Segment Open
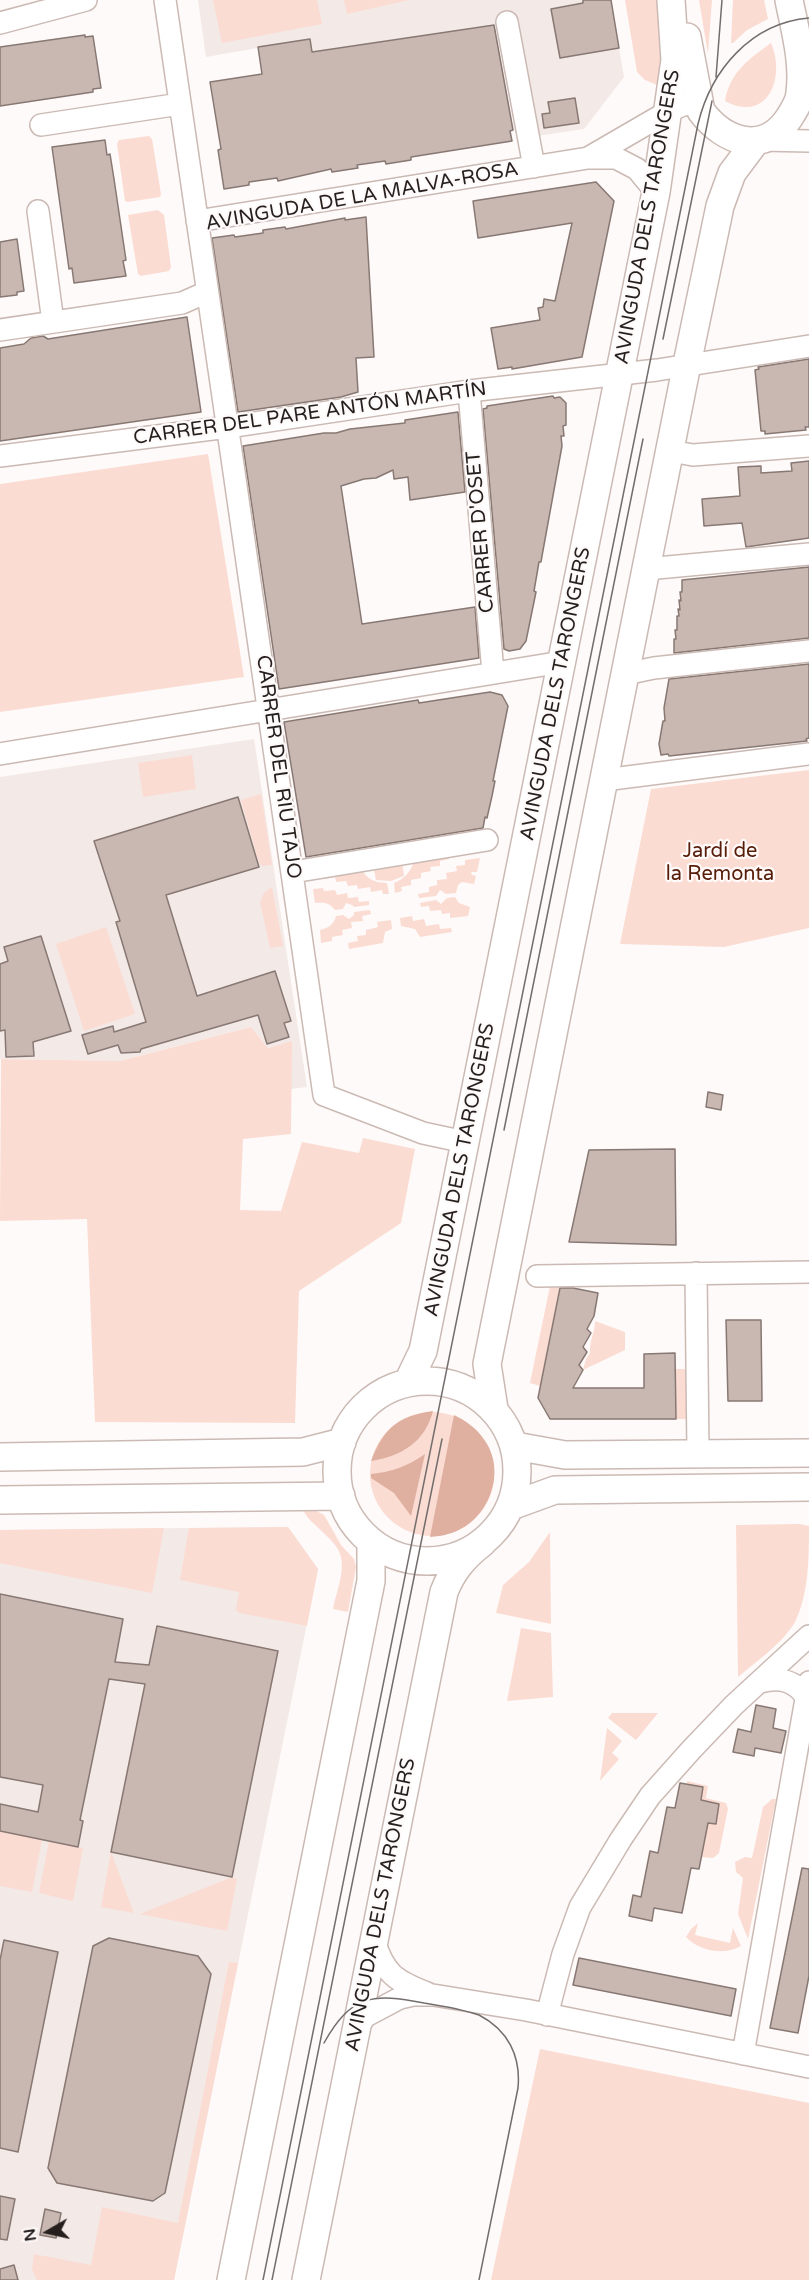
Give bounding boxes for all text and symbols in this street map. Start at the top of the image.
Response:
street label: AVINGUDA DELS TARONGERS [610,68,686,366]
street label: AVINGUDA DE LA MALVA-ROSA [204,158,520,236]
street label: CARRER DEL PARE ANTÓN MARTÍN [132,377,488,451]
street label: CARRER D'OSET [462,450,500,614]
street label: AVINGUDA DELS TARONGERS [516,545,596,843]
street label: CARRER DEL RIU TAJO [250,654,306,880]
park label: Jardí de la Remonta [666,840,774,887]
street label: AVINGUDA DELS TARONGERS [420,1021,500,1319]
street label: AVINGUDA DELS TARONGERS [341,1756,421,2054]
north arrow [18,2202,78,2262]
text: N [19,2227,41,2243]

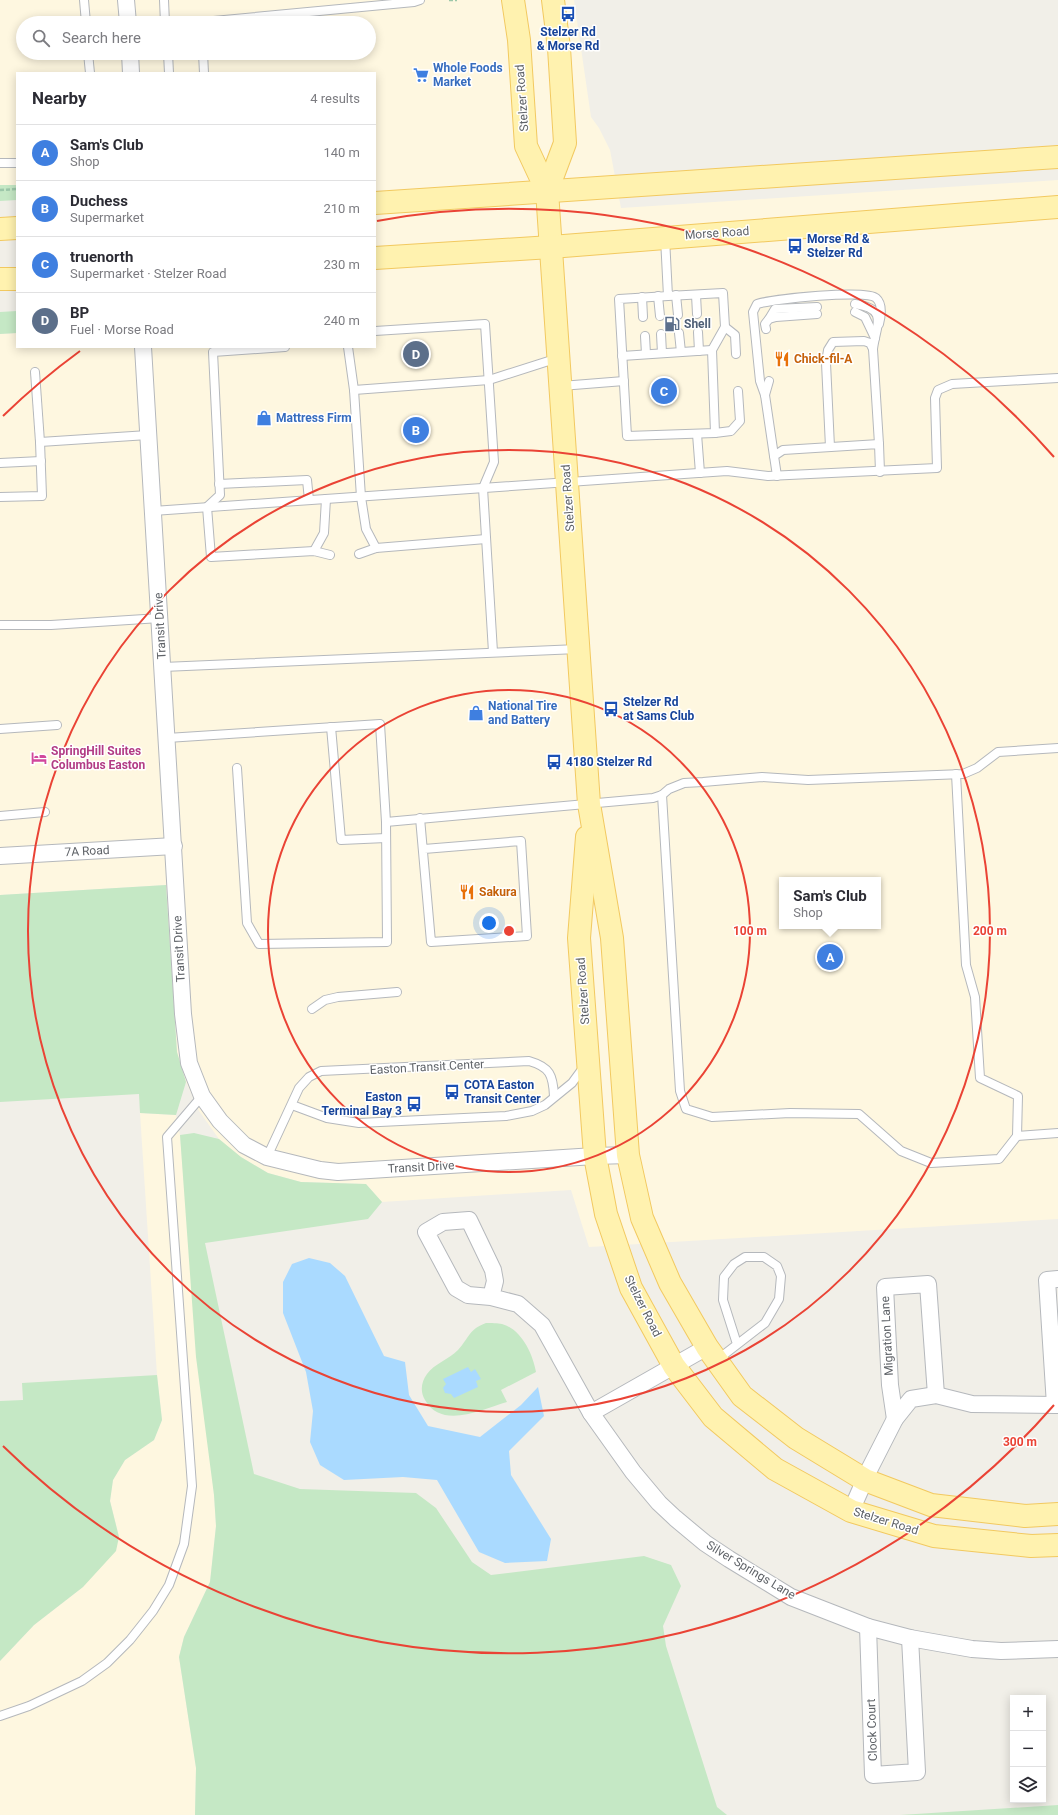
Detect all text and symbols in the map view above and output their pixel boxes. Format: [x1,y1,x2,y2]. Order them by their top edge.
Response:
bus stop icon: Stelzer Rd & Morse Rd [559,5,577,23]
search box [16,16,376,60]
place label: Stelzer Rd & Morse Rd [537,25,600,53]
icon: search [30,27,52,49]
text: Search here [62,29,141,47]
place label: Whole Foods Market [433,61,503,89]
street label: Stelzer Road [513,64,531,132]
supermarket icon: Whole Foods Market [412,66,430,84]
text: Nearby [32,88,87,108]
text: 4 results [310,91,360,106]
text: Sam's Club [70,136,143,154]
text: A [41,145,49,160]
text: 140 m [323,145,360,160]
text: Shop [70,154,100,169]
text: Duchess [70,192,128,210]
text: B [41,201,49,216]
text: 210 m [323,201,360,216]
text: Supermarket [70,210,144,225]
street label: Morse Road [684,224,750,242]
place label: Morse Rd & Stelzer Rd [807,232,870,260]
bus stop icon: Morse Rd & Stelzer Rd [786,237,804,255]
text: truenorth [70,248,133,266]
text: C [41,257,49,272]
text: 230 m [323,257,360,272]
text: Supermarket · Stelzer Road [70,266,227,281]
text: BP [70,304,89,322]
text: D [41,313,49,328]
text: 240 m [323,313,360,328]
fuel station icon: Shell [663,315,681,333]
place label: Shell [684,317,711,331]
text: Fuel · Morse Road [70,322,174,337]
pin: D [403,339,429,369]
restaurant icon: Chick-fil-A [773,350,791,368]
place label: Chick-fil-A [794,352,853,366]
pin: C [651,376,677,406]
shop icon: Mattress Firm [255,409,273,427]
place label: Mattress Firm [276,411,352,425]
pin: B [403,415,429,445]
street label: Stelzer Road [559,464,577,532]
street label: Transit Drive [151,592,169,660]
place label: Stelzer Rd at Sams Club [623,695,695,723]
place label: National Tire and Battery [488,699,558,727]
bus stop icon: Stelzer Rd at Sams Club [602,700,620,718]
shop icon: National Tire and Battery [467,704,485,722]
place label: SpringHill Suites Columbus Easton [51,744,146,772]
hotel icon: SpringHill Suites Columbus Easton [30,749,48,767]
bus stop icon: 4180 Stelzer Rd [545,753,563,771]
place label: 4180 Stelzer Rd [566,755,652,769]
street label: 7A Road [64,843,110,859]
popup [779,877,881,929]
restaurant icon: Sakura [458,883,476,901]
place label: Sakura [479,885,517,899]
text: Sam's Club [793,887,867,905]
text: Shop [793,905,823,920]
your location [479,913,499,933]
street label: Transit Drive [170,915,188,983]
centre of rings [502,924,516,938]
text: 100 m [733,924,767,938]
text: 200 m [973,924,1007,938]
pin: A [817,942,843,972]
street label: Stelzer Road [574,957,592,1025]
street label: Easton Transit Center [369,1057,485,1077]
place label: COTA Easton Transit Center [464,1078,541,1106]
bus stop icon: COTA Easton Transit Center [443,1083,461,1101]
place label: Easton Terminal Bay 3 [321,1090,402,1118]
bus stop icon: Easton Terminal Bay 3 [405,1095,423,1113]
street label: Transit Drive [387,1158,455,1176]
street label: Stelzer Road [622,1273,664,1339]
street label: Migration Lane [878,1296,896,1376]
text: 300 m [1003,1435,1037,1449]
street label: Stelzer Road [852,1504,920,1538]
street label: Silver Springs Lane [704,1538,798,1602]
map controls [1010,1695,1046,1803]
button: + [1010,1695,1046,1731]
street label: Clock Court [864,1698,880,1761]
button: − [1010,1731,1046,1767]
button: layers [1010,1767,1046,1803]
Segment Closed
Segment Open
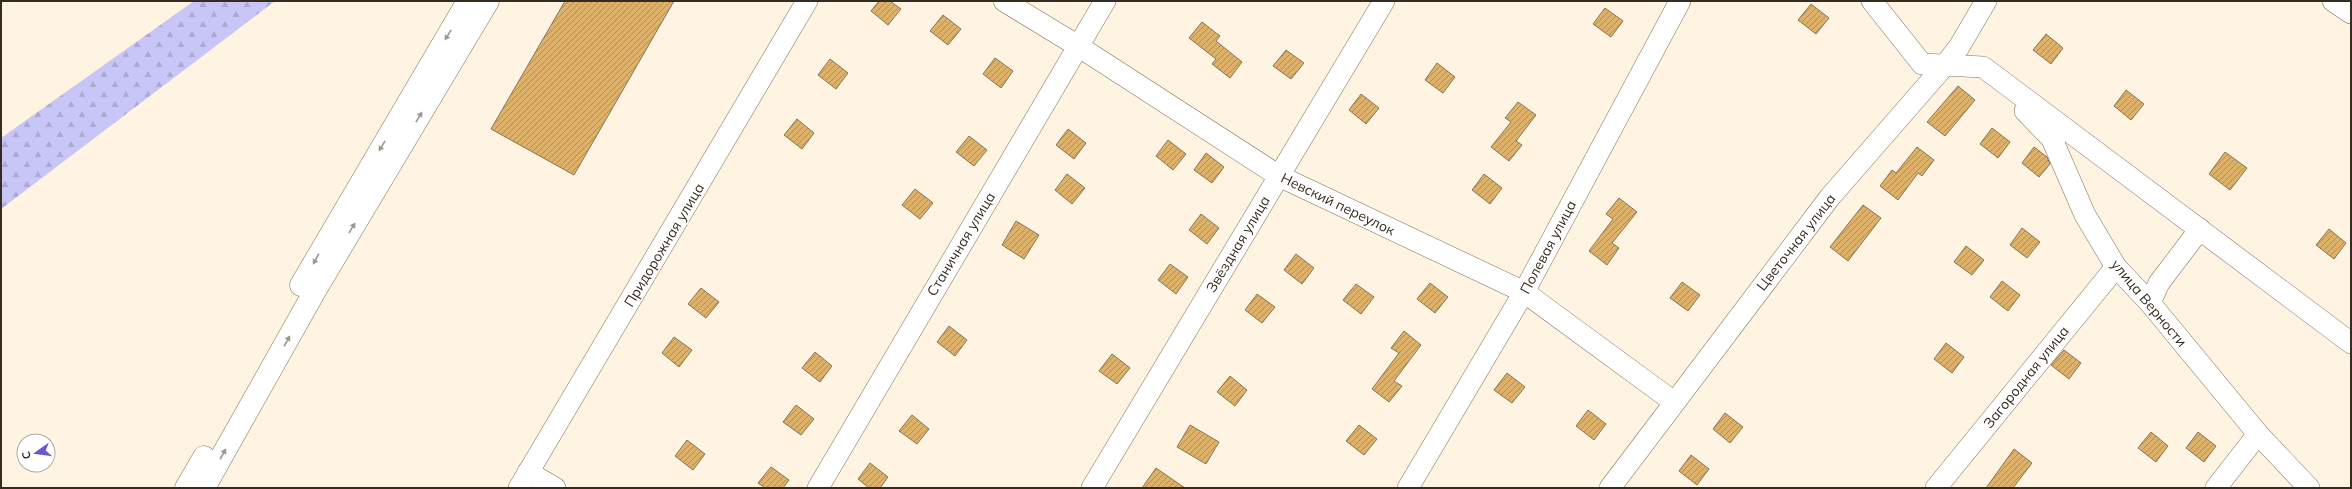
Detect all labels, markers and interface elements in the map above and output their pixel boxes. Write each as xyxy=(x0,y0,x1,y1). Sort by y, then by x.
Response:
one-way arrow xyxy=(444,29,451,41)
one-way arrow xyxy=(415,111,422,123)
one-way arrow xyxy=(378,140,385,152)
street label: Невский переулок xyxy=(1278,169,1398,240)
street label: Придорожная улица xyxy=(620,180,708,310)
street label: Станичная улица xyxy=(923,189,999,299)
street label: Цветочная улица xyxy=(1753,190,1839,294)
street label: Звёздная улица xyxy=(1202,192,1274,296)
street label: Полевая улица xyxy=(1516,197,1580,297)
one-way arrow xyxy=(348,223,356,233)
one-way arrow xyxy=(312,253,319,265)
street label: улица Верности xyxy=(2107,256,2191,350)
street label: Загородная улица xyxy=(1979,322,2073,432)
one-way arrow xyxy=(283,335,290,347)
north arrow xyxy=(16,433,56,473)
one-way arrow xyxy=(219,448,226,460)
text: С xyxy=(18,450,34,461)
Segment Closed
Exercise directions:
Repeat exactly, and only, the entries from the line with "Give bounding boxes" through the line with "Detect all text". Pictures are skipped.

Task answer:
Give bounding boxes for all text and symbols in this street map. Start at the top of the image.
Response:
street label: AVINGUDA DELS TARONGERS [610,68,686,366]
street label: AVINGUDA DE LA MALVA-ROSA [204,158,520,236]
street label: CARRER DEL PARE ANTÓN MARTÍN [132,377,488,451]
street label: CARRER D'OSET [462,450,500,614]
street label: AVINGUDA DELS TARONGERS [516,545,596,843]
street label: CARRER DEL RIU TAJO [250,654,306,880]
park label: Jardí de la Remonta [666,840,774,887]
street label: AVINGUDA DELS TARONGERS [420,1021,500,1319]
street label: AVINGUDA DELS TARONGERS [341,1756,421,2054]
north arrow [18,2202,78,2262]
text: N [19,2227,41,2243]

Detect all text and symbols in the map view above and output their pixel boxes. Format: [x1,y1,x2,y2]. Order them by their top edge.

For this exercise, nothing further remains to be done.